Sarah must have known that her time was up, that there was no escape left for her this time, for she suddenly  moved to a kneeling position and fired a grenade around the car she'd been sheltering behind. As if it mattered,  the back blast identified her even more clearly.

Sarah's grenade struck an endoskeleton full in the chest, penetrating its open-work metal structure, then exploded, blasting the machine apart.

But the answering fire was terrible. The aerial H-K that had been headed for John, Juanita, and the T-800 suddenly turned, and it struck back. It pierced Sarah with its heat beam, stabbing straight down at her, then climbed almost vertically.

"Mom!" John said, getting to his feet to see what had happened. "Nooooooo!"

The H-K started back for another run.

He couldn't believe it. Surely she'd survived. She couldn't die, not now, not when she had so many years ahead, not after all they had been through together.

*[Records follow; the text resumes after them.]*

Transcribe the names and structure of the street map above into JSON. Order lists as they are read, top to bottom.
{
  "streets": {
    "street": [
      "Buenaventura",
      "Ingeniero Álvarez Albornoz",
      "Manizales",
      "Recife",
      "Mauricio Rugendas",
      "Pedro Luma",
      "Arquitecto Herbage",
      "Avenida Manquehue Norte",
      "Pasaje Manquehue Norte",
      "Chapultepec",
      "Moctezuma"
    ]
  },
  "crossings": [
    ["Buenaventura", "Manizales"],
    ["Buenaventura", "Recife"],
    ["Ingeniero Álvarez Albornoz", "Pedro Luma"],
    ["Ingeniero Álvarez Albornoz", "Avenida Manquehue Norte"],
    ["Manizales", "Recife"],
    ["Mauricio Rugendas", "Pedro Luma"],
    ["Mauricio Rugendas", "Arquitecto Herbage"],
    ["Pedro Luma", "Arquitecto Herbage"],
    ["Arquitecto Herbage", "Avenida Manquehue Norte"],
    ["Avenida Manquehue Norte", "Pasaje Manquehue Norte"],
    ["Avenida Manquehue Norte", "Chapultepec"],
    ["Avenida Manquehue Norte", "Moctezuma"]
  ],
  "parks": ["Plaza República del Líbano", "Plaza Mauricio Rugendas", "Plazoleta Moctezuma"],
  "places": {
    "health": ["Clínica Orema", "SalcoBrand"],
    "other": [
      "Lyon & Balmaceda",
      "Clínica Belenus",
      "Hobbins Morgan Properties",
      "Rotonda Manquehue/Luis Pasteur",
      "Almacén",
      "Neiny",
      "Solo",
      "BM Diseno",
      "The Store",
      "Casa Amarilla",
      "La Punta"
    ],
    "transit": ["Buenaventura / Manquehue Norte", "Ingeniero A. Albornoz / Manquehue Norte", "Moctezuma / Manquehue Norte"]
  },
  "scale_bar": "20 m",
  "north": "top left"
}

They'd been fighting Skynet together for so long... how could it suddenly end? He felt so heavy—the weight of his armor, ammunition, the weapons... and now this shock and grief... finally taking a toll.

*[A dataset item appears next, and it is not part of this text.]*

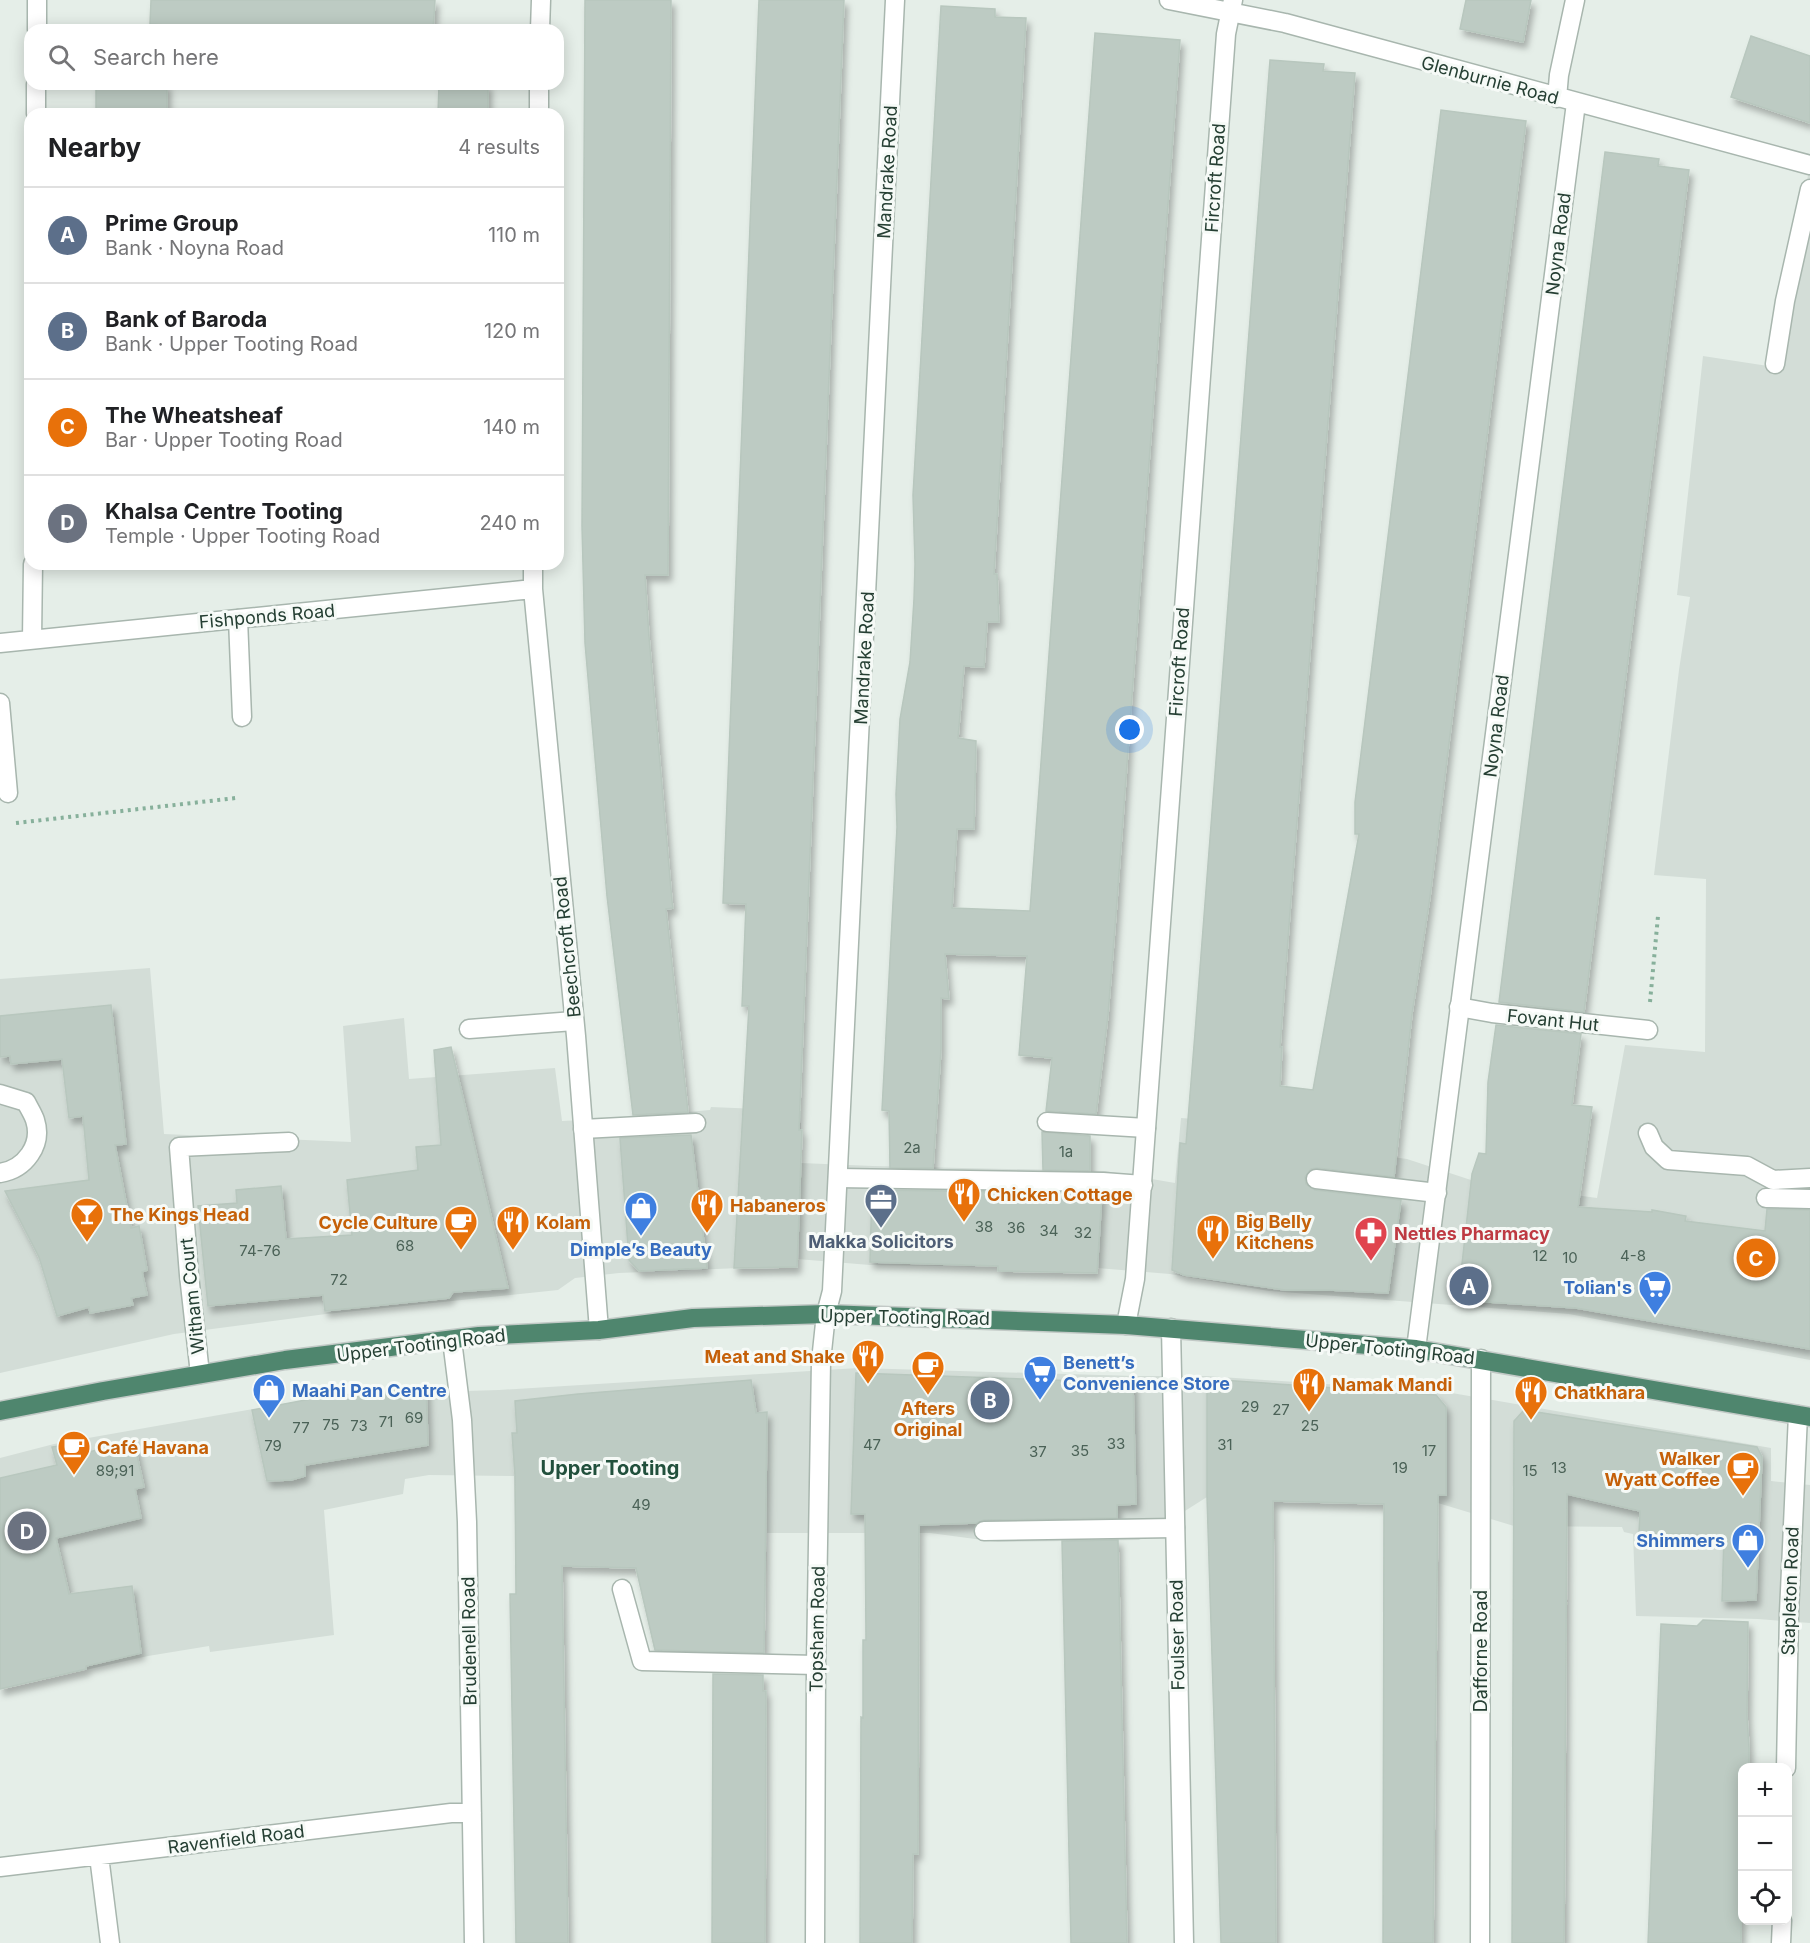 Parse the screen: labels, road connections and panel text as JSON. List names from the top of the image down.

Amongst it all, Juanita was there, dragging him back—Juanita and the T-800. He struggled with them. He had to get to Sarah's body. He couldn't just leave her behind, not like some animal carcass caught in a trap by Skynet.

"No, John," the T-800 said. "It had to happen this way. You have to live."

"Run," Juanita said. "They're going to kill us."

"No." He was frozen on the spot. His mom had been too young—what? Forty-eight?—it wasn't yet time for her to die. It should have been him. She'd been such a leader, done so much for them all. There must still be something he could do, check whether she was really dead—but she had to be. Her body was a smoking ruin. There were some things no one could survive, not even his mom, tough though she was—had always been. Not even Sarah.

Juanita slapped him. Hard. "You've got to move, soldier,"  she said. "Move it. Now." She shook him by the shoulders. "Now, John!"

It was like a dream. The stabbing lights were everywhere. In another moment...

"All right," he said. "We'll run for it."

Juanita went ahead of him, holding her weapon in both hands, diagonally across her chest. As he followed, John went crabwise, firing off pulses of laser light, trying to face his enemies at all times and to keep the ruined walls at his back, trying to suppress his feelings, all of them, just for the moment, just until they could get out of here. If, indeed, they could.

The T-800 fought fearlessly, not bothering to dodge the heat beams, though even it was vulnerable to them.

The ground machines poured into the street, like an army of giant insects, pursuing the human guerrillas in every direction.

Amongst the ruined buildings, the scattered car hulks and debris, the guerrillas had burnt tires to try to confuse the machines' infrared sensors. They'd also dug ditches in

the road, and built roadblocks by piling trucks and cars, shored up, where possible, by buttresses of concrete and stone. They'd laid out their minefields. But the H-Ks went    over or through almost any obstacle they encountered, crushing steel, stone, wood, or bones under their treads.

"We'll make it," John said, but he wondered how long he could keep running.

The aerial H-K skimmed down the street, launching a heat-seeking missile. It passed just over the top of them as they dodged past one of the fires. John rolled away as fast as he could, using his elbows and hugging his weapon to his chest. The missile smashed into the fire and exploded thunderously.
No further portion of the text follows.